Data extracted from a collection:
%%
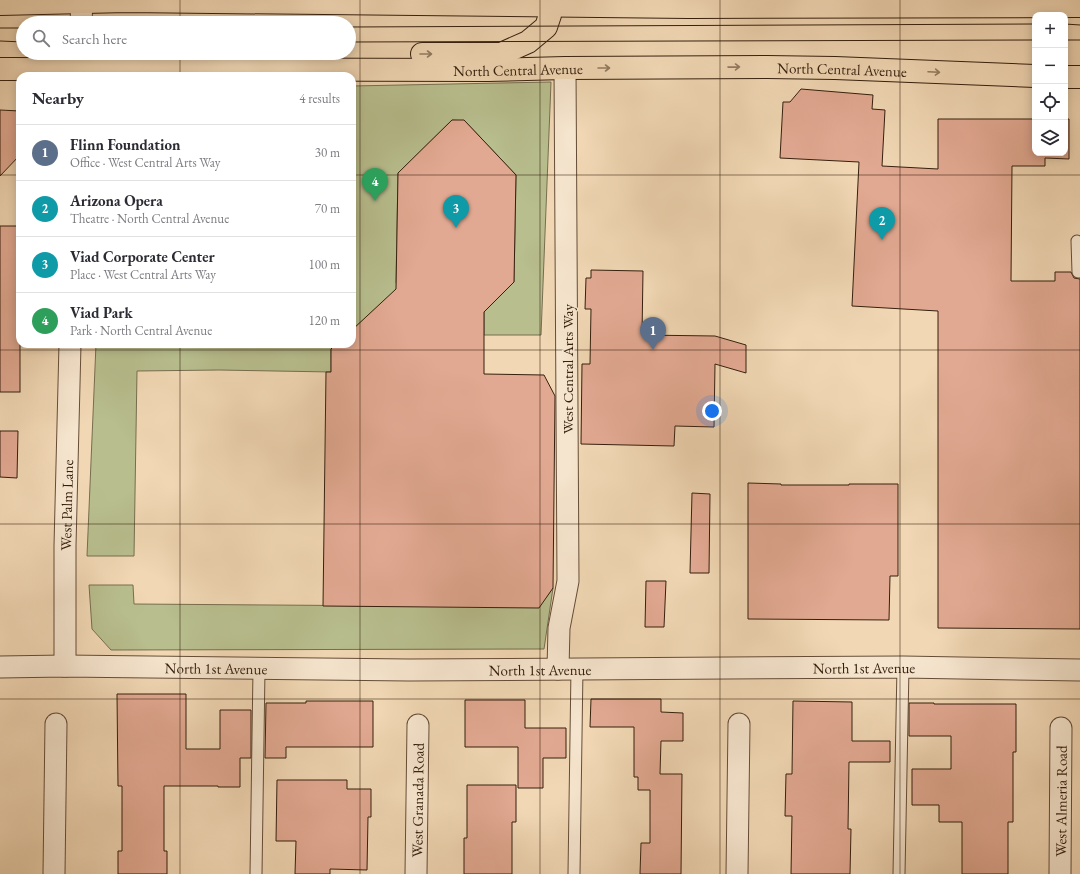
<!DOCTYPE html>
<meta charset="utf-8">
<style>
:root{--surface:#fff;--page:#f2f2f3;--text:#2b2b33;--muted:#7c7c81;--line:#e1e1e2;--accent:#2563eb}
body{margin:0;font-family:"EB Garamond",serif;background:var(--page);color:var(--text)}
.controls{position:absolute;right:12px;top:12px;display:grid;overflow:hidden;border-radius:8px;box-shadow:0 2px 10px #0003}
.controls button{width:36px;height:36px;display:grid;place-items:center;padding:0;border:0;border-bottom:1px solid var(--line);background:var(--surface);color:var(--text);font:20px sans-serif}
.you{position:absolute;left:712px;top:411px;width:14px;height:14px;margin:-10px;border:3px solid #fff;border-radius:50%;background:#1a73e8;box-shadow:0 0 0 6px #1a73e833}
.badge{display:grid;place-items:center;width:26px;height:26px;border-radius:50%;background:var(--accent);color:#fff;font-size:13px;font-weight:700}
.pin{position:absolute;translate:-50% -33px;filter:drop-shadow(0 1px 2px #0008)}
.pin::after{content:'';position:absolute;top:21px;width:14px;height:12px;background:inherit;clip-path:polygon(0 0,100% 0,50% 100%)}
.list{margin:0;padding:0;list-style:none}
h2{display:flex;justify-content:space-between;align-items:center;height:52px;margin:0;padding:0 16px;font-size:17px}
h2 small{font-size:13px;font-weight:400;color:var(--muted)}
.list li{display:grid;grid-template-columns:26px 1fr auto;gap:12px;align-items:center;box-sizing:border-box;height:56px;padding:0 16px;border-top:1px solid var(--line)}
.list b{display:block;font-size:15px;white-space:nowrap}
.list p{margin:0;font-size:13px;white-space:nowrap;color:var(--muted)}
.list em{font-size:13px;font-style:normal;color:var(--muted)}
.icon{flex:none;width:22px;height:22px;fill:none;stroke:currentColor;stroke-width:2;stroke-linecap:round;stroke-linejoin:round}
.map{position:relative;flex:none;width:1080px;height:874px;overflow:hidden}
.search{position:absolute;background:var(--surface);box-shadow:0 2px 10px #0003;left:16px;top:16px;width:340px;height:44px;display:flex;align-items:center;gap:10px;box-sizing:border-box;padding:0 14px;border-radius:22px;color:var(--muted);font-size:15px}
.panel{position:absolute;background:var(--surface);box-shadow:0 2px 10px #0003;left:16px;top:72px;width:340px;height:276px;border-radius:12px}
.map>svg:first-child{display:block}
.green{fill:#b8be8e;stroke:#766e4e}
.building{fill:#e2a992;stroke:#351f0d}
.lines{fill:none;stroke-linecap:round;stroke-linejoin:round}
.lane-casing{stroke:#644d37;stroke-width:13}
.street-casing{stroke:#644d37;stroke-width:23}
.primary-casing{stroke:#351f0d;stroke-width:24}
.lane{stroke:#f6e5ce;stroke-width:11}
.street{stroke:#f6e5ce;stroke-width:21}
.primary{stroke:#f1d7b4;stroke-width:22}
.tram{stroke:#351f0d;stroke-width:1}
.oneway{stroke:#937b60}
.grid{fill:none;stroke:#351f0d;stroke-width:1;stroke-opacity:0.55}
.labels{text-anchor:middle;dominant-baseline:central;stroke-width:3;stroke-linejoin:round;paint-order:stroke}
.street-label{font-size:15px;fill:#351f0d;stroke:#f6e5ce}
</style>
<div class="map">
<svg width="1080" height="874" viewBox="0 0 1080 874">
<rect width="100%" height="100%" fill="#f1d7b4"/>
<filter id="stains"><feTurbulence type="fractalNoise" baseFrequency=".005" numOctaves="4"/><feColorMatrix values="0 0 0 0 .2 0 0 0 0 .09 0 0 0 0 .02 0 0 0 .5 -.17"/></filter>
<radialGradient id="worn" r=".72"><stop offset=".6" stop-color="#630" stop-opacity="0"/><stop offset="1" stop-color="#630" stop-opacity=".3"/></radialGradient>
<g class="green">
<path d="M551 82 541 335H484V312L514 282 516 175 465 121 452 120 398 173 396 283 400 286 352 330V86Z"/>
<path d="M96 344H336L331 349V372L219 370 137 371 134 556H87Z"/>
<path d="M89 585H133L134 604 539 607 553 588 544 649 111 650 92 629Z"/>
</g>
<g class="building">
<path d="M801 89 873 95 872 109 885 110 882 166 938 169V119H1035V153H1065V119H1069V159L1045 158V166H1012L1011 281H1055V272H1071L1074 278 1080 279V629L938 628V311L852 306 859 162 780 158 783 102H790Z"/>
<path d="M0 110 20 111V155L0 176Z"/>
<path d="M452 120H464L516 175 514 282 484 312V374L544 375 555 396 553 588 539 608 323 606 326 372H331V349L336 344H352V330L396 289 398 173Z"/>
<rect x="0" y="226" width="20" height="166"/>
<path d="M591 270 643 271 642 335 715 336 746 345V373L715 364 714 427 675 426 674 446 581 444 582 364H590L591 309H585L586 278H591Z"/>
<path d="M0 431H18L17 478 0 477Z"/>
<path d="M748 483 781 484V485H849V484H898V576H890L889 620 748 619Z"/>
<path d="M692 493 710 494 709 573H690Z"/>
<path d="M646 581H666L664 627H645Z"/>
<path d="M117 694H186V749H220V710H251V758H240V787H218V786H164V851H167V874H118V851H122V786H118Z"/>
<path d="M591 699H661V712L683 713V741H661L660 774H682L681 874H640L641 843H650V790H638V777H634V727H590Z"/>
<path d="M465 700H525V728H566V758H543V788H518V747H465Z"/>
<path d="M306 701H373V747H286V758H265L266 703H306Z"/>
<path d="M793 701 852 702V741H890V762H849L848 829H851L850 874H791L792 816H785L786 774H792Z"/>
<path d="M909 703H934V704H1016V752H1013V822H1008V874H962V822H939V805H912V769H951V736H909Z"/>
<path d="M277 780H347V789H371V817H368L367 870 330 869V874H295L296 841H276Z"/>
<path d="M467 785H516V822H512V874H464V838H467Z"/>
</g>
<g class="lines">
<defs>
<g id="lane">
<path d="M1077 241 1078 272"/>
<path d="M256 874 259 669"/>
<path d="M574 874 577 668"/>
<path d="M899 874 903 667"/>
</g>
<g id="street">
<path d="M81 23 82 0"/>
<path d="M77 76 78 53"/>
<path id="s1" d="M65 666V546L70 344"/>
<path id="s2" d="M0 667 65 666 409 670 903 667 1080 670"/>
<path d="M558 669 559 628 568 581 565 68"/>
<path d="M54 874 56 724"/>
<path id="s3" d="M416 874 418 725"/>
<path d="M737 874 739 724"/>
<path id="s4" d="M1060 874 1061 728"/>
</g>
<g id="primary">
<path d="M0 4 127 1 689 7 1080 6"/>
<path d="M422 54H501L528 42 546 27 550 15 548 6"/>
<path id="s5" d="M0 69 488 70 565 68 767 67 835 68 1035 76"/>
<path d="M1065 77H1080"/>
</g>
</defs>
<use href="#lane" class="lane-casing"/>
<use href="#street" class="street-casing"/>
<use href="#primary" class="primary-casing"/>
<use href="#lane" class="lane"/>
<use href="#street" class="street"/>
<use href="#primary" class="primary"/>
<g class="tram">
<path d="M1065 24 1080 25"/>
<path d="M349 27 1035 24"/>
<path d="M0 28H23"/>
<path d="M1065 40H1080"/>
<path d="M0 41 23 42"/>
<path d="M349 42 1035 40"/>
</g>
</g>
<defs><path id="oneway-shaft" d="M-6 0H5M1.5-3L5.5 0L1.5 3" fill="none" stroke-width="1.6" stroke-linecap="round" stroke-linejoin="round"/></defs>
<g class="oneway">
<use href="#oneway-shaft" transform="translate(426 54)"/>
<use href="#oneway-shaft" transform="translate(734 67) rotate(-1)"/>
<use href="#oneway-shaft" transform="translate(604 68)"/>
<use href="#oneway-shaft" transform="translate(934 72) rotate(3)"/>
</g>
<path class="grid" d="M180 0V23M360 0V874M540 0V874M720 0V874M900 0V874M180 53V76M0 175H20M352 175H1080M180 344V874M0 350H1080M0 524H1080M0 699H1080"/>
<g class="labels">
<g class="street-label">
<text stroke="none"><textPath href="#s5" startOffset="518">North Central Avenue</textPath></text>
<text stroke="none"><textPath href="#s5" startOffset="842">North Central Avenue</textPath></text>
<text transform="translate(567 369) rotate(-90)">West Central Arts Way</text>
<text stroke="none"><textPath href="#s1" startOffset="161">West Palm Lane</textPath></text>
<text stroke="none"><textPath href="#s2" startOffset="216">North 1st Avenue</textPath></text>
<text stroke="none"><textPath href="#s2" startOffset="864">North 1st Avenue</textPath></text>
<text stroke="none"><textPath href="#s2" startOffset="540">North 1st Avenue</textPath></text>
<text stroke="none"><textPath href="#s3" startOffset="74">West Granada Road</textPath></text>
<text stroke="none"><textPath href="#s4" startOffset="73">West Almeria Road</textPath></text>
</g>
</g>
<rect width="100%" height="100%" filter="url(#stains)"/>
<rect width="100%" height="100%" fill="url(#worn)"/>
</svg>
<div class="controls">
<button>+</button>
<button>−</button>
<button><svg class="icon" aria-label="locate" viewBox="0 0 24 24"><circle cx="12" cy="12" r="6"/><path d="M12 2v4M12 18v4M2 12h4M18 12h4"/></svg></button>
<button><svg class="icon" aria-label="layers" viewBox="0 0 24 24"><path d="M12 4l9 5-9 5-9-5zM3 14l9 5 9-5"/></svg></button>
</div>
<div class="you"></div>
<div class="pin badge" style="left:653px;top:350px;background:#5c6f8a">1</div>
<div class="pin badge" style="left:882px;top:240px;background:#0f9aa8">2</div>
<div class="pin badge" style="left:456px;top:228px;background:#0f9aa8">3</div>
<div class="pin badge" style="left:375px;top:201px;background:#2e9e5b">4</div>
<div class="search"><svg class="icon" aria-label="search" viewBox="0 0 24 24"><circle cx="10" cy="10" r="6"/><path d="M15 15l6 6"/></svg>Search here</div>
<section class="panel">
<h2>Nearby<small>4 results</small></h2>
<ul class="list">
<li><span class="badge" style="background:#5c6f8a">1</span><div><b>Flinn Foundation</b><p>Office · West Central Arts Way</p></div><em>30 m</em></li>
<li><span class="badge" style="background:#0f9aa8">2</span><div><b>Arizona Opera</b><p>Theatre · North Central Avenue</p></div><em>70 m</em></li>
<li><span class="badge" style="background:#0f9aa8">3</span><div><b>Viad Corporate Center</b><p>Place · West Central Arts Way</p></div><em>100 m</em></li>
<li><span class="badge" style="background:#2e9e5b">4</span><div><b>Viad Park</b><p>Park · North Central Avenue</p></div><em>120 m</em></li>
</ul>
</section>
</div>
%%
* **What is expected**:
Every line from the data above that contains "lines" must appear in the answer.

* **Solution to this exercise**:
.lines{fill:none;stroke-linecap:round;stroke-linejoin:round}
<g class="lines">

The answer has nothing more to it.